Does the Limit Hold for f'(x)>g'(x) Even if f(x)/g(x) is not a Constant?

[archaic]

Would this $f'(x)>g'(x)\,\forall x\in [a,\infty)\text{ and }f,\,g\underset{\infty}{\to}0\Rightarrow \lim_{x\to\infty}f(x)/g(x)=0$ hold if $\frac{f(x)}{g(x)}\neq c$?

 

[member 587159]

It is unclear to me what you mean. Can you be a little more careful describe what you mean? You have an $\implies$ and then an 'if' after the implies.

What is $a$ ? What is $c$? Where are $f,g$ defined?

 

[RPinPA]

Would this $f'(x)>g'(x)\,\forall x\in [a,\infty)\text{ and }f,\,g\underset{\infty}{\to}0\Rightarrow \lim_{x\to\infty}f(x)/g(x)=0$ hold if $\frac{f(x)}{g(x)}\neq c$?

This is a little cryptic. Here's what I think you are saying:

"There is a theorem that if for some $a \in \mathbb R, f'(x)>g'(x)\,\forall x\in [a,\infty)$ and $f,\,g\underset{\infty}{\to}0$ (Does this mean $\lim_{x\to\infty}f, g = 0$?) then $\lim_{x\to\infty}f(x)/g(x)=0$. Does the theorem hold if $\frac{f(x)}{g(x)}\neq c$?"

Or are you asking if there is such a theorem?

 

[WWGD]

If I understood correctly, $1/x ,1/(x+1)$ are counters.

 

[archaic]

It is unclear to me what you mean. Can you be a little more careful describe what you mean? You have an $\implies$ and then an 'if' after the implies.

What is $a$ ? What is $c$? Where are $f,g$ defined?

This is a little cryptic. Here's what I think you are saying:

"There is a theorem that if for some $a \in \mathbb R, f'(x)>g'(x)\,\forall x\in [a,\infty)$ and $f,\,g\underset{\infty}{\to}0$ (Does this mean $\lim_{x\to\infty}f, g = 0$?) then $\lim_{x\to\infty}f(x)/g(x)=0$. Does the theorem hold if $\frac{f(x)}{g(x)}\neq c$?"

Or are you asking if there is such a theorem?

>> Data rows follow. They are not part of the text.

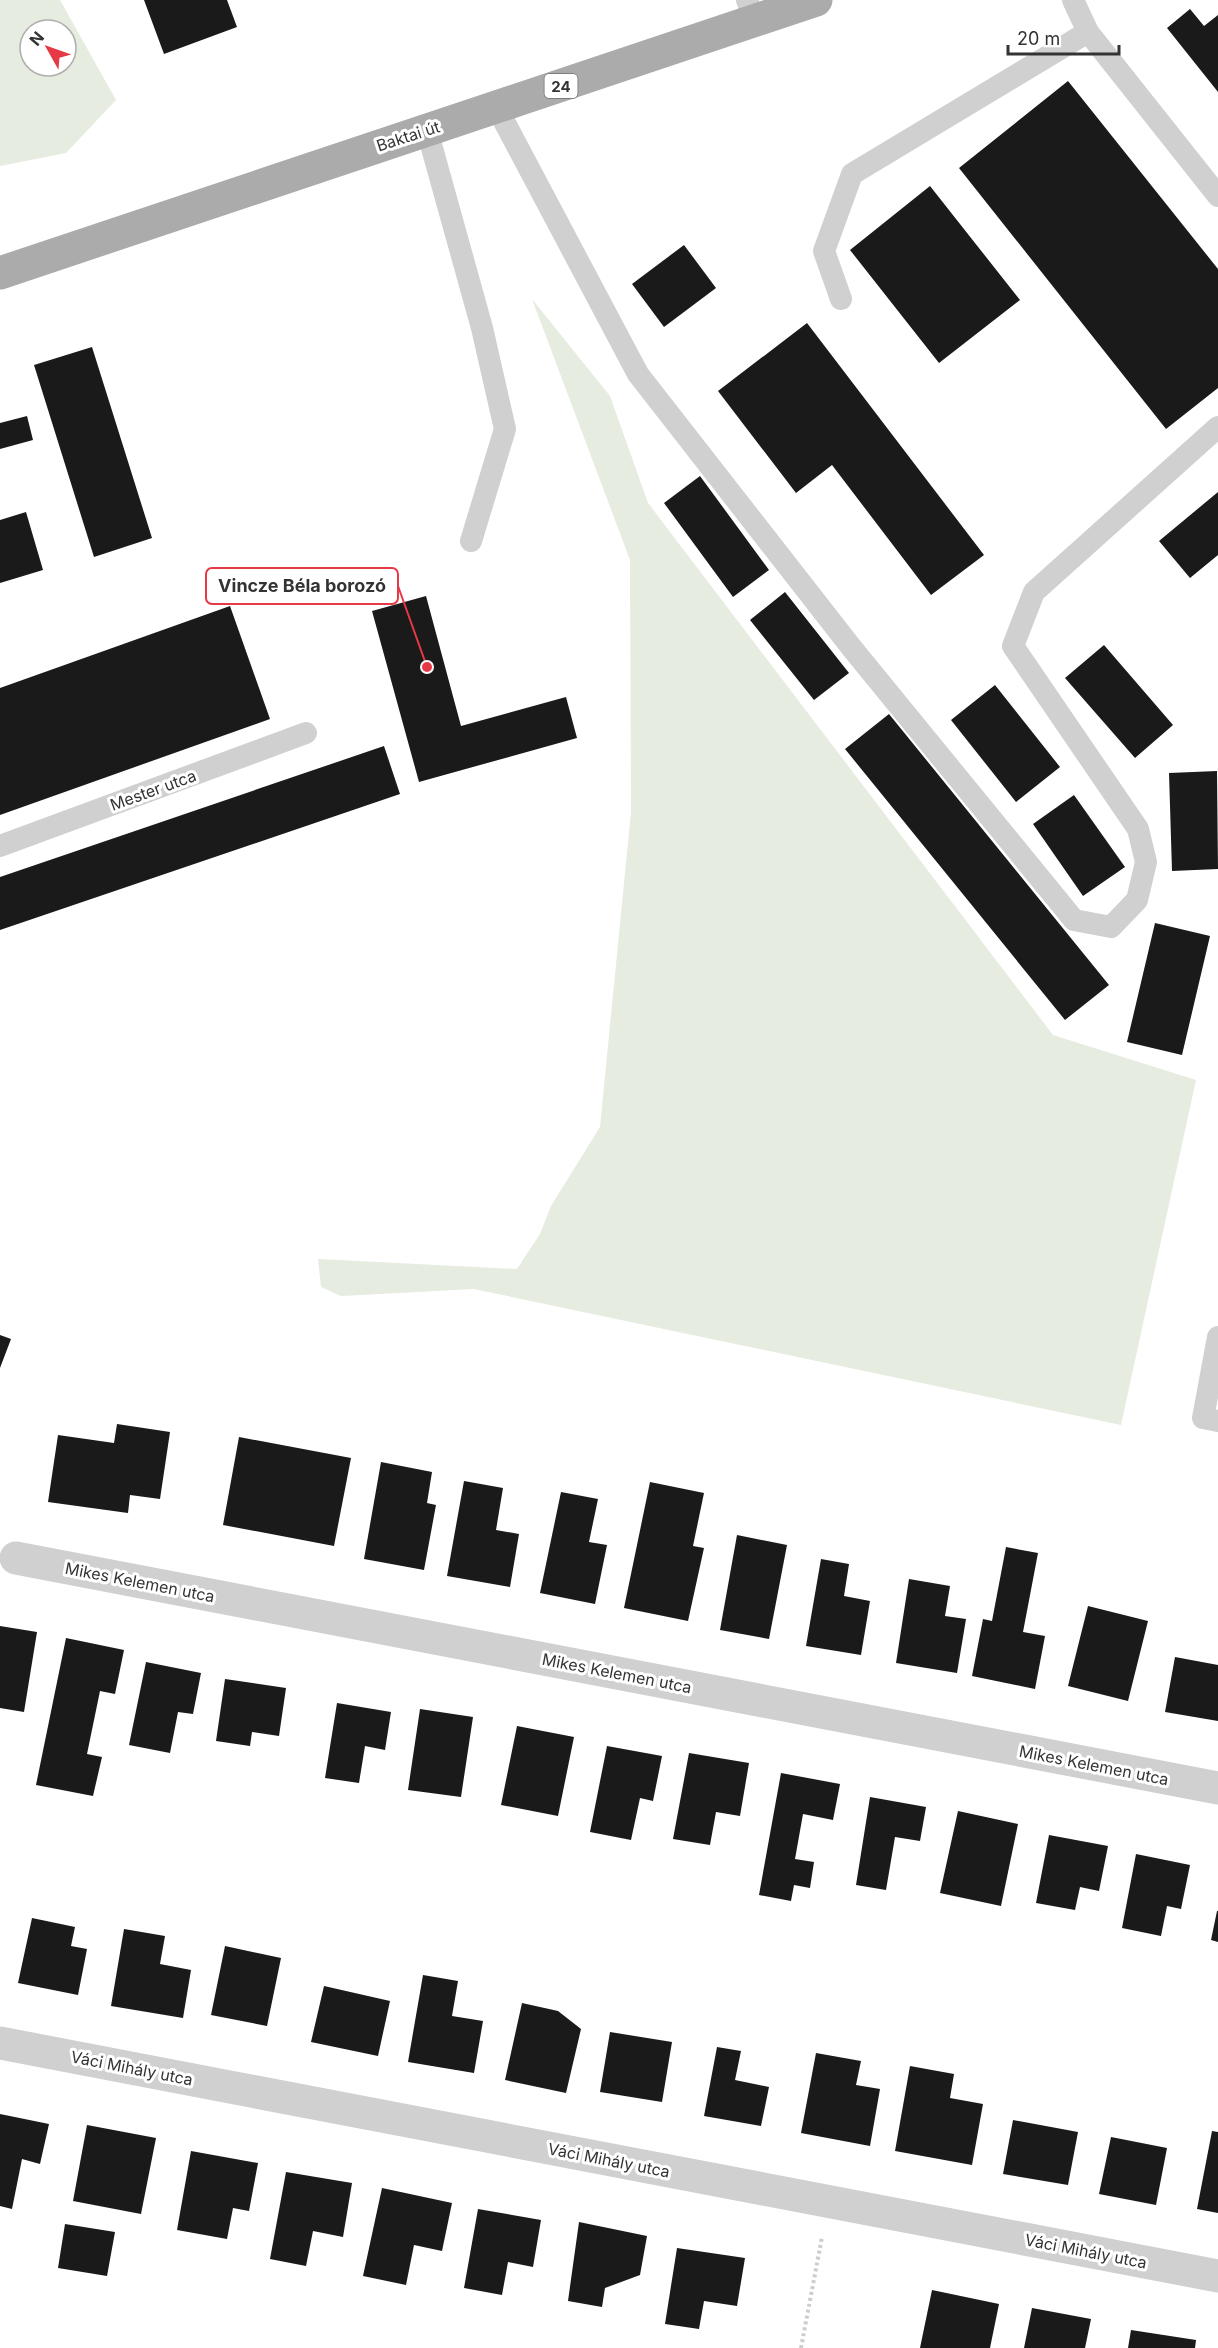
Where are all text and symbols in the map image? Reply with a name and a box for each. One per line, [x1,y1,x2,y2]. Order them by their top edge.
north arrow [18,18,78,78]
scale bar [1008,18,1119,56]
text: N [25,27,48,49]
text: 20 m [1017,28,1060,49]
road number: 24 [544,74,578,98]
street label: Baktai út [374,116,442,156]
callout: Vincze Béla borozó [206,568,398,604]
text: Vincze Béla borozó [218,575,386,596]
street label: Mester utca [107,765,199,815]
street label: Mikes Kelemen utca [64,1558,216,1606]
street label: Mikes Kelemen utca [541,1649,693,1697]
street label: Mikes Kelemen utca [1018,1741,1170,1789]
street label: Váci Mihály utca [69,2046,195,2090]
street label: Váci Mihály utca [546,2138,672,2182]
street label: Váci Mihály utca [1023,2229,1149,2273]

What I want to say is, if there're two functions $f(x)$ and $g(x)$ who are going to $0$ as $x\to\infty$, and such that after a certain $x\,(=a)$ we have $f'(x)>g'(x)$ then $\frac{f(x)}{g(x)} \underset{\infty}{\to} 0$ provided that $f(x)\neq cg(x)$ where $c\in\mathbb{R}$, elsewise the limit would equal $c$.
I realized some holes in this through math.stackexchange. I was initially thinking of two decreasing functions, i.e both positive.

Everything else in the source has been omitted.